Standing up for the veterinary profession
08 Aug 2024
16 Nov 2016 | Shirley Dent
I recently met Dr Terry Grimes – one of the original panellists when the Eye Scheme was set up by BVA, the Kennel Club and the International Sheep Dog Society in 1966.
I recently met Dr Terry Grimes – one of the original panellists when the Eye Scheme was set up by BVA, the Kennel Club and the International Sheep Dog Society in 1966.
Terry Grimes’ 50 years’ experience as a veterinary ophthalmologist has taught him a thing or two. He has seen immense change over the many years he has talked to and engaged with owners:
“Sure as eggs, education has changed as far as owners are concerned. Everyone has at least one computer and are constantly ‘googling up’ to pose unanswerable questions to their veterinary advisors. However, one of the main functions undertaken by members of the eye-testing scheme panel is the education of their clients, giving advice, pointing to further information and interpreting that information. And that usually involves genetic counselling of one sort or the other – in other words would I advise you to breed from this animal. Owners and breeders are a lot more informed now than they were in the past.”
Terry has also seen critical changes in the tools and techniques available to veterinary ophthalmology, “The technology has certainly changed. We use techniques which are very similar to these used in human ophthalmology, so most of the instrumentation we use is immediately recognisable to medical examiners.”
Terry explains that most examinations will involve using a mydriatic drug to dilate the dog’s pupils and make the back of the eyes easier to see, “Most people would use magnification and an oblique light source and the examination would be conducted in a darkened area, so I have a dimmer switch in my consulting room so I can leave a bit of background light so the owner doesn’t trip over anything or come to any mischief!”
Using a slit lamp – one of the instruments that radically improved the practice of veterinary ophthalmology – a very intense beam of light is projected onto the surface of the eye and the beam is narrowed to examine the cornea and anterior chamber and the lens.
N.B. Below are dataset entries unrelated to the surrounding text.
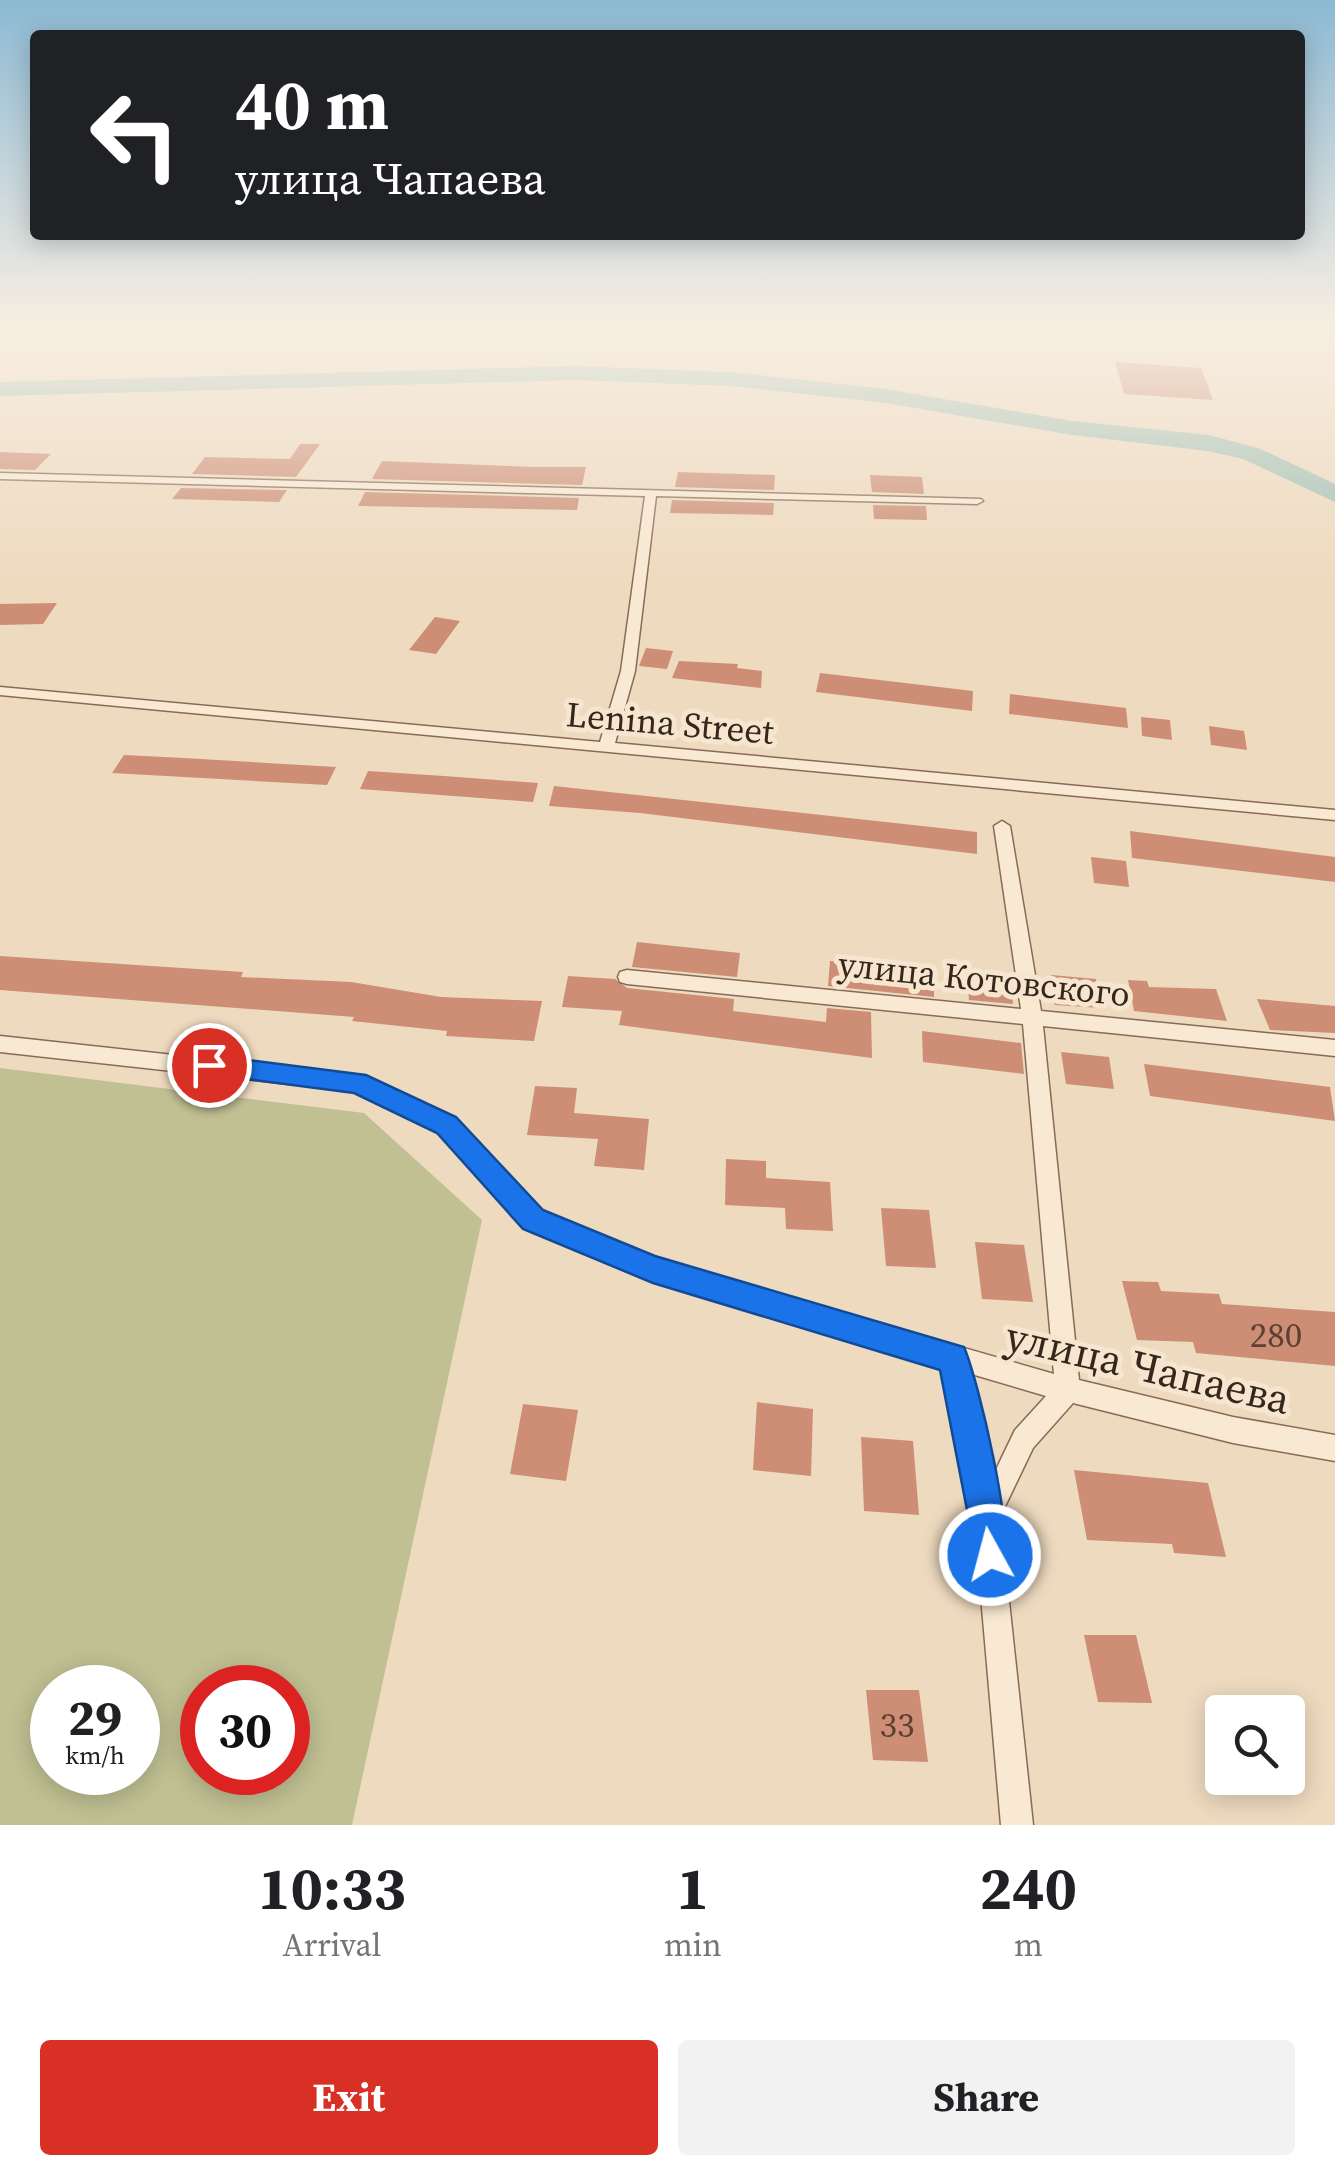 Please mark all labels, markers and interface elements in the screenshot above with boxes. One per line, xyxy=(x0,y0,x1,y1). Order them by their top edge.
text: 40 m xyxy=(235,56,389,152)
icon: left xyxy=(70,70,200,200)
text: улица Чапаева xyxy=(235,147,546,209)
street label: Lenina Street xyxy=(564,690,776,756)
street label: улица Котовского xyxy=(836,940,1132,1018)
pin xyxy=(167,1023,252,1108)
icon: arrive xyxy=(182,1038,237,1093)
street label: улица Чапаева xyxy=(1000,1306,1296,1428)
house number: 280 xyxy=(1250,1311,1302,1359)
position arrow xyxy=(938,1503,1042,1607)
speed limit sign: 30 xyxy=(180,1665,310,1795)
text: 29 xyxy=(68,1683,122,1752)
map controls xyxy=(1205,1695,1305,1795)
button: search xyxy=(1205,1695,1305,1795)
house number: 33 xyxy=(879,1701,915,1749)
text: km/h xyxy=(65,1738,125,1772)
text: 10:33 xyxy=(258,1847,406,1929)
text: 1 xyxy=(676,1847,709,1929)
text: 240 xyxy=(980,1847,1077,1929)
text: Arrival xyxy=(283,1923,381,1967)
text: min xyxy=(664,1923,722,1967)
text: m xyxy=(1014,1923,1043,1967)
button: Exit xyxy=(40,2040,658,2155)
button: Share xyxy=(678,2040,1295,2155) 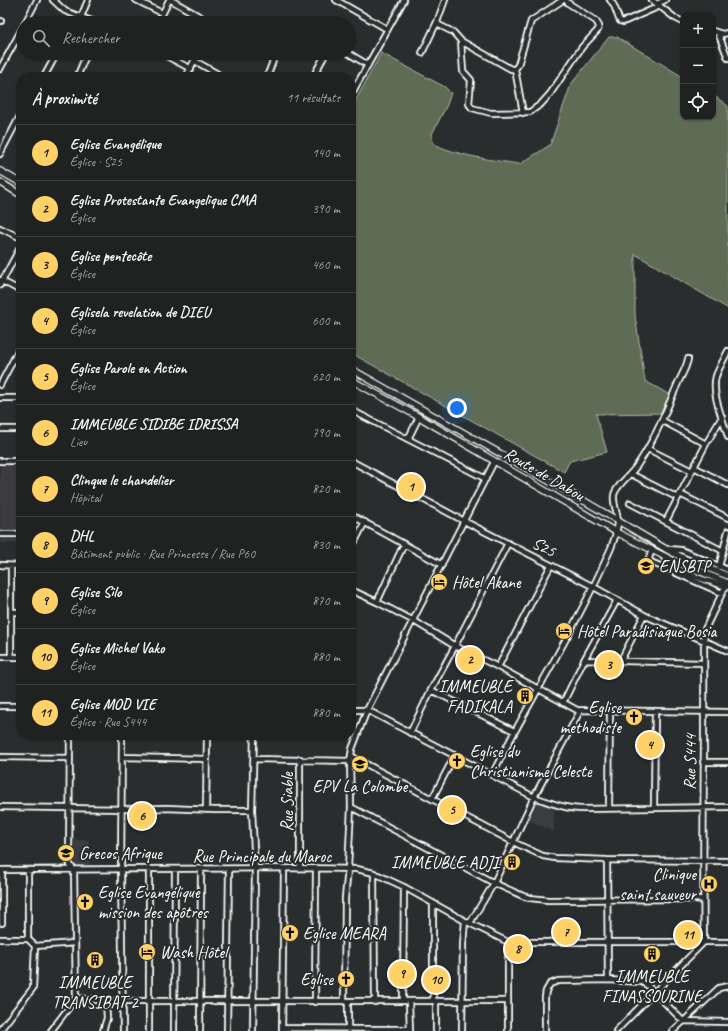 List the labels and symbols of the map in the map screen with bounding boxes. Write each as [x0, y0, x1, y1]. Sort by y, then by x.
your location [447, 398, 467, 418]
street label: Route de Dabou [500, 443, 589, 506]
pin: 1 [398, 472, 424, 502]
street label: S25 [529, 532, 560, 562]
school or university icon: ENSBTP [636, 556, 656, 576]
place label: ENSBTP [659, 556, 712, 577]
hotel icon: Hôtel Akane [429, 572, 449, 592]
place label: Hôtel Akane [452, 572, 522, 593]
hotel icon: Hôtel Paradisiaque Bosia [554, 621, 574, 641]
place label: Hôtel Paradisiaque Bosia [577, 621, 718, 642]
pin: 2 [457, 645, 483, 675]
pin: 3 [596, 650, 622, 680]
place label: IMMEUBLE FADIKALA [438, 676, 514, 717]
building icon: IMMEUBLE FADIKALA [515, 686, 535, 706]
place label: Eglise methodiste [560, 697, 622, 738]
church icon: Eglise methodiste [624, 707, 644, 727]
pin: 4 [637, 730, 663, 760]
street label: Rue S444 [679, 732, 701, 790]
place label: Eglise du Christianisme Celeste [470, 741, 593, 782]
church icon: Eglise du Christianisme Celeste [447, 751, 467, 771]
school or university icon: EPV La Colombe [350, 754, 370, 774]
street label: Rue Siable [277, 771, 298, 832]
place label: EPV La Colombe [313, 776, 409, 797]
pin: 5 [439, 795, 465, 825]
pin: 6 [129, 801, 155, 831]
school or university icon: Grecos Afrique [56, 843, 76, 863]
place label: Grecos Afrique [79, 843, 163, 864]
street label: Rue Principale du Maroc [193, 846, 332, 867]
place label: IMMEUBLE ADJI [391, 852, 502, 873]
building icon: IMMEUBLE ADJI [502, 852, 522, 872]
place label: Clinique saint sauveur [620, 864, 698, 905]
hospital icon: Clinique saint sauveur [699, 874, 719, 894]
place label: Eglise Evangélique mission des apôtres [98, 882, 210, 923]
church icon: Eglise Evangélique mission des apôtres [75, 892, 95, 912]
pin: 7 [553, 917, 579, 947]
pin: 11 [675, 920, 701, 950]
church icon: Eglise MEARA [280, 923, 300, 943]
place label: Eglise MEARA [303, 923, 386, 944]
pin: 8 [505, 934, 531, 964]
hotel icon: Wash Hôtel [137, 942, 157, 962]
place label: Wash Hôtel [160, 942, 230, 963]
building icon: IMMEUBLE FINASSOURINE [642, 944, 662, 964]
building icon: IMMEUBLE TRANSIBAT 2 [85, 950, 105, 970]
pin: 9 [389, 959, 415, 989]
pin: 10 [423, 965, 449, 995]
place label: IMMEUBLE FINASSOURINE [602, 966, 704, 1007]
place label: Eglise [301, 969, 334, 990]
church icon: Eglise [336, 969, 356, 989]
place label: IMMEUBLE TRANSIBAT 2 [52, 972, 139, 1013]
Terry points out that using this instrument with the pupil dilated means “you can examine virtually 100% of these structures”. The examination then moves on to look at the back of the eye, the retina and the optic nerve head using an opthalmoscope, which is an instrument with a series of lenses incorporated in it which brings into sharp focus parts of the back of the eyes.
Terry explains that “Having built up a picture of that animal’s eye and hopefully picked up any abnormalities, then the real trick is to diagnose what the abnormality is and, importantly for this scheme, why it is there. Because the objective of the eye-testing scheme is to pick out those conditions that can be passed on from generation to generation.”
For Terry one of the biggest advances in veterinary ophthalmology are the specialist skills and expertise of panellists, “Many panellists who now operate have undertaken years of further specialist education and have acquired academic qualifications in veterinary ophthalmology. These qualifications were not available in the earlier days and to the individuals who formed the panel of the time. The standards that panellists can reach today is a reflection not just of the specialist education available but also of the dedication and diligence of people who undertake this work.”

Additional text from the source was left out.